Commanders and leaders
- Yamagata Aritomo: Song Qing

Strength
- 20,000: 13,000

Casualties and losses
- 34 killed 111 wounded: 500

= Battle of Jiuliancheng =

First Sino-Japanese War battle

The Battle of Jiuliancheng (九連城之戰) was a land battle of the First Sino-Japanese War between the forces of Meiji Japan and Qing China. It is sometimes referred to as the Battle of the Yalu River (鴨緑江作戦, Ōryokuko Saksuken), thus creating confusion with the previous naval conflict of the same name of 17 September, and the subsequent naval and ground battles of the Russo-Japanese War, with the same name and occurring at much the same location.

==Background==
After their defeat at the Battle of Pyongyang, the Beiyang Army made its next stand at the crossing of the Yalu River, the border between Korea and China. On the Chinese side, Qing general Song Qing established his headquarters at the walled town of Jiuliancheng (九連城), and fortified the banks of the Yalu River south to the local district capital of Dandong and north to the village of Hushan (虎山) for about 16 kilometers in either direction with over a hundred redoubts and trenches manned by around 13,000 troops.
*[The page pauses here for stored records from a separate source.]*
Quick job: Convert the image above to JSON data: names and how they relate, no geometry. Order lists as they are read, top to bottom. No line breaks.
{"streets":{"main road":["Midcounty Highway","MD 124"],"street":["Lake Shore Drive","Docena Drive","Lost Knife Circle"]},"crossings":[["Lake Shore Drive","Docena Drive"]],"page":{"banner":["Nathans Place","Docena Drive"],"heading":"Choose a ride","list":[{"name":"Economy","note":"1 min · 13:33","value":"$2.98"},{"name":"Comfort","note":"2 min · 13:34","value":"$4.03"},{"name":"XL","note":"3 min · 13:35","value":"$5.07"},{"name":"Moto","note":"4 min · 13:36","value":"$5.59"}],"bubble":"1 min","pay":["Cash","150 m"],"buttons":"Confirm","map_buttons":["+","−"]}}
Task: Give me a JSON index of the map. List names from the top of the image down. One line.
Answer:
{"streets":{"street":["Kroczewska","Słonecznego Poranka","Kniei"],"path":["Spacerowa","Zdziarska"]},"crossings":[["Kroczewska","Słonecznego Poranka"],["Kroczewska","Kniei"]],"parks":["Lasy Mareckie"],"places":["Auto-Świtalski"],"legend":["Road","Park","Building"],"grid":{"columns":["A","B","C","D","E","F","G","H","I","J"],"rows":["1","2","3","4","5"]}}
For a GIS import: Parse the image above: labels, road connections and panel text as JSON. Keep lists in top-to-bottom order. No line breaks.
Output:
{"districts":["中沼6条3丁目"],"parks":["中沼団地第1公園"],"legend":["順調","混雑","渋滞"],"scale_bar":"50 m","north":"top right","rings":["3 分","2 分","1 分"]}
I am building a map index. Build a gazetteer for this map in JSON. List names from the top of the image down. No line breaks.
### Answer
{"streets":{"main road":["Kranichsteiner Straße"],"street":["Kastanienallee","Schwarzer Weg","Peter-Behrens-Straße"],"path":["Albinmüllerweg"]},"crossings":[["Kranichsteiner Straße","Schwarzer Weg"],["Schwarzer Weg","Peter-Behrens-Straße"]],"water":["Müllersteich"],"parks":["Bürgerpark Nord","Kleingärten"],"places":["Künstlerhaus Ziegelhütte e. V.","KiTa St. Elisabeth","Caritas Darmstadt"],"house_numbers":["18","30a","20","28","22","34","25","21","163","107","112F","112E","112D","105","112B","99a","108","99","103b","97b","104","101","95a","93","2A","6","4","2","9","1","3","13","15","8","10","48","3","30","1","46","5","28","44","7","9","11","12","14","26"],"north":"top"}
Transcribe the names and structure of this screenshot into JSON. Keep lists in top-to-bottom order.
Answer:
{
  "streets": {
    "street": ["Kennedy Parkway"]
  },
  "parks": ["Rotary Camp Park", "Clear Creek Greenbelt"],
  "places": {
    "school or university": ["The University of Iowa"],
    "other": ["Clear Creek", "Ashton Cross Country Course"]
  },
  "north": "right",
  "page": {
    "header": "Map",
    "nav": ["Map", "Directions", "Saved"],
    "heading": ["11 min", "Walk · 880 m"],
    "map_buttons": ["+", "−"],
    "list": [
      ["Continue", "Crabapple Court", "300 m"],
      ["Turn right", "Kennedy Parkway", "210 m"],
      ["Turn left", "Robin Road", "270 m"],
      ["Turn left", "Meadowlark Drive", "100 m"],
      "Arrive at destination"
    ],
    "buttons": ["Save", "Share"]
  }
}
On the Korean side of the Yalu River, Japanese general Yamagata Aritomo occupied the walled town of Uiju on 23 October 1894 with approximately 20,000 troops of the Japanese First Army, consisting of the 3rd and 5th Divisions. Although Yamagata and the main Japanese force did not arrive until 23 October, Japanese scouts and engineers had been present since early that month, surveying the river and laying a telegraph line to Pyongyang.

==The battle==
Yamagata's strategy was to feint a frontal assault on the main Beiyang Army positions at Jiuliancheng, while his main forces turned the Chinese flank at Hushan. During the night of 24 October, the Japanese succeeded in placing a pontoon bridge over the Yalu River undetected, immediately in front of the Chinese fortifications. The IJA 3rd Division under General Katsura Tarō staged a night attack on Hushan on 25 October 1894, only to discover that the bulk of the Chinese garrison had deserted their fortifications the night before. Likewise, the IJA 5th Division under General Nozu Michitsura, upon crossing to Jiuliancheng, found positions deserted, with only a rear guard making a token resistance. After less than three hours, the fortifications of both Jiuliancheng and Hushan were in Japanese hands.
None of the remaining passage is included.